Saved entries
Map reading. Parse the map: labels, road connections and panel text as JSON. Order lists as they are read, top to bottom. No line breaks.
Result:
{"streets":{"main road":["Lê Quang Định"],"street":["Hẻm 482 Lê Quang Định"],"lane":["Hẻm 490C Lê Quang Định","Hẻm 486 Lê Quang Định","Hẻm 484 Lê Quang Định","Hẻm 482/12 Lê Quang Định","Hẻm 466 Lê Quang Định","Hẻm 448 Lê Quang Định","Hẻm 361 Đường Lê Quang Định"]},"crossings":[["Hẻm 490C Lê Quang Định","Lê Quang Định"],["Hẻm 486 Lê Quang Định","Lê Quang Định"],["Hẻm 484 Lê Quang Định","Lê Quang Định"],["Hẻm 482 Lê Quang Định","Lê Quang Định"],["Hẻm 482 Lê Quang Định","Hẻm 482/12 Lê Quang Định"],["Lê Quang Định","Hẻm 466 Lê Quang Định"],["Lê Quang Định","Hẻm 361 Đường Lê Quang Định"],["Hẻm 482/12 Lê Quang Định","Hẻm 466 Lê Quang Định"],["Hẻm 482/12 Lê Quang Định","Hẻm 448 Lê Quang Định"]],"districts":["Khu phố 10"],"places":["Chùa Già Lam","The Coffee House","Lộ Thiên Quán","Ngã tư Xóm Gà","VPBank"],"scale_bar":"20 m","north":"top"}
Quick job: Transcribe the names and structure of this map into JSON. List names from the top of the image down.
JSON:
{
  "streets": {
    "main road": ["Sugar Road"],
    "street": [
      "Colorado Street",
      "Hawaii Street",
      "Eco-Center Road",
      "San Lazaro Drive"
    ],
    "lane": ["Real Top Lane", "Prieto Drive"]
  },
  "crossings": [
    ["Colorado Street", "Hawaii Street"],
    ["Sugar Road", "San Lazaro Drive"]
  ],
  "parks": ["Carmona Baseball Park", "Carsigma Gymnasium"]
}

▸ Prompt
Each line of the data is to be transcribed exactly.

▸ Response area
Map reading. Parse the map: labels, road connections and panel text as JSON. Order lists as they are read, top to bottom. No line breaks.
Result:
{"streets":{"main road":["Lê Quang Định"],"street":["Hẻm 482 Lê Quang Định"],"lane":["Hẻm 490C Lê Quang Định","Hẻm 486 Lê Quang Định","Hẻm 484 Lê Quang Định","Hẻm 482/12 Lê Quang Định","Hẻm 466 Lê Quang Định","Hẻm 448 Lê Quang Định","Hẻm 361 Đường Lê Quang Định"]},"crossings":[["Hẻm 490C Lê Quang Định","Lê Quang Định"],["Hẻm 486 Lê Quang Định","Lê Quang Định"],["Hẻm 484 Lê Quang Định","Lê Quang Định"],["Hẻm 482 Lê Quang Định","Lê Quang Định"],["Hẻm 482 Lê Quang Định","Hẻm 482/12 Lê Quang Định"],["Lê Quang Định","Hẻm 466 Lê Quang Định"],["Lê Quang Định","Hẻm 361 Đường Lê Quang Định"],["Hẻm 482/12 Lê Quang Định","Hẻm 466 Lê Quang Định"],["Hẻm 482/12 Lê Quang Định","Hẻm 448 Lê Quang Định"]],"districts":["Khu phố 10"],"places":["Chùa Già Lam","The Coffee House","Lộ Thiên Quán","Ngã tư Xóm Gà","VPBank"],"scale_bar":"20 m","north":"top"}
Quick job: Transcribe the names and structure of this map into JSON. List names from the top of the image down.
JSON:
{
  "streets": {
    "main road": ["Sugar Road"],
    "street": [
      "Colorado Street",
      "Hawaii Street",
      "Eco-Center Road",
      "San Lazaro Drive"
    ],
    "lane": ["Real Top Lane", "Prieto Drive"]
  },
  "crossings": [
    ["Colorado Street", "Hawaii Street"],
    ["Sugar Road", "San Lazaro Drive"]
  ],
  "parks": ["Carmona Baseball Park", "Carsigma Gymnasium"]
}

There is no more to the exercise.